Copy, Paste, Compromise? Why Developer Workflows Need New Guardrails

Published
Written by:
Vishwa Pandagle
Vishwa Pandagle
Cybersecurity Staff Editor

Question: Ontinue recently detailed a fake Claude Code installer campaign where developers were tricked into running malicious one-line install commands. Can you walk us through how attackers exploit that workflow step-by-step? Why are developers becoming a valuable target? 


Rhys Downing, Threat Researcher at Ontinue

This particular campaign is effective because it exploits the fact that developers are conditioned to trust and execute one-line install commands as part of their daily workflow. The attacker doesn’t need an exploit in the traditional sense. 

They simply replace the expected command with one that looks legitimate and rely on the user to execute it. It all starts with discovery. 

The critical manipulation happens in the command shown on the page. The expected one-line installer is subtly modified so that instead of pulling from a trusted source, it pulls from attacker-controlled infrastructure. 

When the developer copies and pastes the command into their terminal, they effectively hand execution to the attacker.

From there, the attack chain unfolds quickly. The initial command retrieves a PowerShell loader, but even here, the operation is designed to evade scrutiny. 

The hosted script appears benign if inspected directly, while the malicious behavior is embedded in how the page renders the command.
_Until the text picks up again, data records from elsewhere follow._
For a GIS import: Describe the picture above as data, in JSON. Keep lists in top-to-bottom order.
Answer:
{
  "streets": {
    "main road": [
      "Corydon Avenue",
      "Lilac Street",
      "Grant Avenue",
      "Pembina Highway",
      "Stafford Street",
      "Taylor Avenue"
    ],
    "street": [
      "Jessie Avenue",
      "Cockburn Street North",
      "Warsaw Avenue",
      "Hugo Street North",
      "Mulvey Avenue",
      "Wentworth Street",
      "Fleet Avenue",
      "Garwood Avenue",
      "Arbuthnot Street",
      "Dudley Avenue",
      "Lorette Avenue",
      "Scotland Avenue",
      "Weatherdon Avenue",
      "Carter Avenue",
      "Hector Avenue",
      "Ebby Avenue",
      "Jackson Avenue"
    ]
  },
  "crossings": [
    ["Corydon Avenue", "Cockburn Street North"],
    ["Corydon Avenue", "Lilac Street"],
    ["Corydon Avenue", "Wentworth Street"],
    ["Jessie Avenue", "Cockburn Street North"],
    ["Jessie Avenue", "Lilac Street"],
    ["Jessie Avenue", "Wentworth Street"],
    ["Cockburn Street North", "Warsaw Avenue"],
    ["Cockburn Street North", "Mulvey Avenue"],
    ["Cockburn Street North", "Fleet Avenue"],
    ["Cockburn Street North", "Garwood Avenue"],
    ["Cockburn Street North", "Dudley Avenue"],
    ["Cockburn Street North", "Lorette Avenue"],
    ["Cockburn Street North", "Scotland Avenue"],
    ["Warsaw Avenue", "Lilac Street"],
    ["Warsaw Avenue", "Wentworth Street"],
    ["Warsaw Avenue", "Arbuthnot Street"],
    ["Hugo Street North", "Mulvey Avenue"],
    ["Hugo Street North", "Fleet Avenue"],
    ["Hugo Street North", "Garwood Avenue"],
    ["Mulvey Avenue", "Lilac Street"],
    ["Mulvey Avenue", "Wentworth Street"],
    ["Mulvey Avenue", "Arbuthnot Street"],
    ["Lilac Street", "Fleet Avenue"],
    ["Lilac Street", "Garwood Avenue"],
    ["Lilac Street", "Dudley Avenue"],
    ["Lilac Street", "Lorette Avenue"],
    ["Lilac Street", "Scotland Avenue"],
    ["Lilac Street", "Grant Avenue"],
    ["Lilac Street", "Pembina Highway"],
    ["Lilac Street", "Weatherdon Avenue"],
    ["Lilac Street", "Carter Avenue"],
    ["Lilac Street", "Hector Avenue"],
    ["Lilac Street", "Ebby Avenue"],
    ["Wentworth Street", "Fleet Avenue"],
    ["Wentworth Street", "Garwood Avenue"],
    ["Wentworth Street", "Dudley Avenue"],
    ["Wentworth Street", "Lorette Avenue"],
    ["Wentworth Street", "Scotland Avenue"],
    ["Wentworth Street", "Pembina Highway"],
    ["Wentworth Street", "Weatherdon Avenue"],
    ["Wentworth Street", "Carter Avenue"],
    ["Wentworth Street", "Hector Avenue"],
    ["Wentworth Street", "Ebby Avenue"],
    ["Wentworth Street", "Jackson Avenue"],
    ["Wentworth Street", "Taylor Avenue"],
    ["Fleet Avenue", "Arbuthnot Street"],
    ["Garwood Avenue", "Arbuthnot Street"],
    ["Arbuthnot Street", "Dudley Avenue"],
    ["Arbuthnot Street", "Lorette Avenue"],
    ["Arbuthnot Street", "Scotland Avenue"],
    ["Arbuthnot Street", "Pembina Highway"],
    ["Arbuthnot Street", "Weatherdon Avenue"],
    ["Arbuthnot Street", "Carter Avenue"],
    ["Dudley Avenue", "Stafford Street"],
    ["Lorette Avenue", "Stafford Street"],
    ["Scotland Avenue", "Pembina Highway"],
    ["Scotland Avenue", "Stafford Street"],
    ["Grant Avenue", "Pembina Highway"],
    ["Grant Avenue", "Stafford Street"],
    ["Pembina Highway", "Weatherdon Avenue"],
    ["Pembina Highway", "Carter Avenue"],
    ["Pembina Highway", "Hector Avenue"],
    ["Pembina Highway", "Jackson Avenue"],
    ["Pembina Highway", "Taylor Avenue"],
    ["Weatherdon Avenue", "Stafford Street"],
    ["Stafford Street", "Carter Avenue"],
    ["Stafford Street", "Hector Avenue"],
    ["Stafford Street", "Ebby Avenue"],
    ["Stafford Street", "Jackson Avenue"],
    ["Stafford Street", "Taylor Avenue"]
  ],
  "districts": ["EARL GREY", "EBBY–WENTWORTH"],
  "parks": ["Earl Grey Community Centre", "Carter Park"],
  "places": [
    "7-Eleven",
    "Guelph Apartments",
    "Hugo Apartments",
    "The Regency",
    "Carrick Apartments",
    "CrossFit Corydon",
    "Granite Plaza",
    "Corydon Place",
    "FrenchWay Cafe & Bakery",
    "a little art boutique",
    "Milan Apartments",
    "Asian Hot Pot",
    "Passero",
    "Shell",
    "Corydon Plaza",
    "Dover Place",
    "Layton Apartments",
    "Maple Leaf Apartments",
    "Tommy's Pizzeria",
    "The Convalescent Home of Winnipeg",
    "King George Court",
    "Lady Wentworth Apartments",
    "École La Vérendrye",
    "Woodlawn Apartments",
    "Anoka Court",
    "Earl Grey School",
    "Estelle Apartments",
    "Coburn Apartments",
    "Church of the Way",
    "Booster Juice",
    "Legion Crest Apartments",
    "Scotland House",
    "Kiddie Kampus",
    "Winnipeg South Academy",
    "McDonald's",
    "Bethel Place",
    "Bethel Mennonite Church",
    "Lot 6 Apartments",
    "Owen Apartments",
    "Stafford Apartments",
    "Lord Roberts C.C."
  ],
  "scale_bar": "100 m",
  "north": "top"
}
This separation is deliberate. It defeats simple URL scanning and reputation checks.

For modern browsers using Application-Bound Encryption (ABE), it uses a small injected helper to access the browser’s Elevation Service and recover encryption keys. This allows the attacker to decrypt cookies, saved credentials, and payment data from the user’s local profile.

Finally, the data is packaged in memory, exfiltrated, and persistence is established via scheduled tasks that allow ongoing access and follow-on tasking.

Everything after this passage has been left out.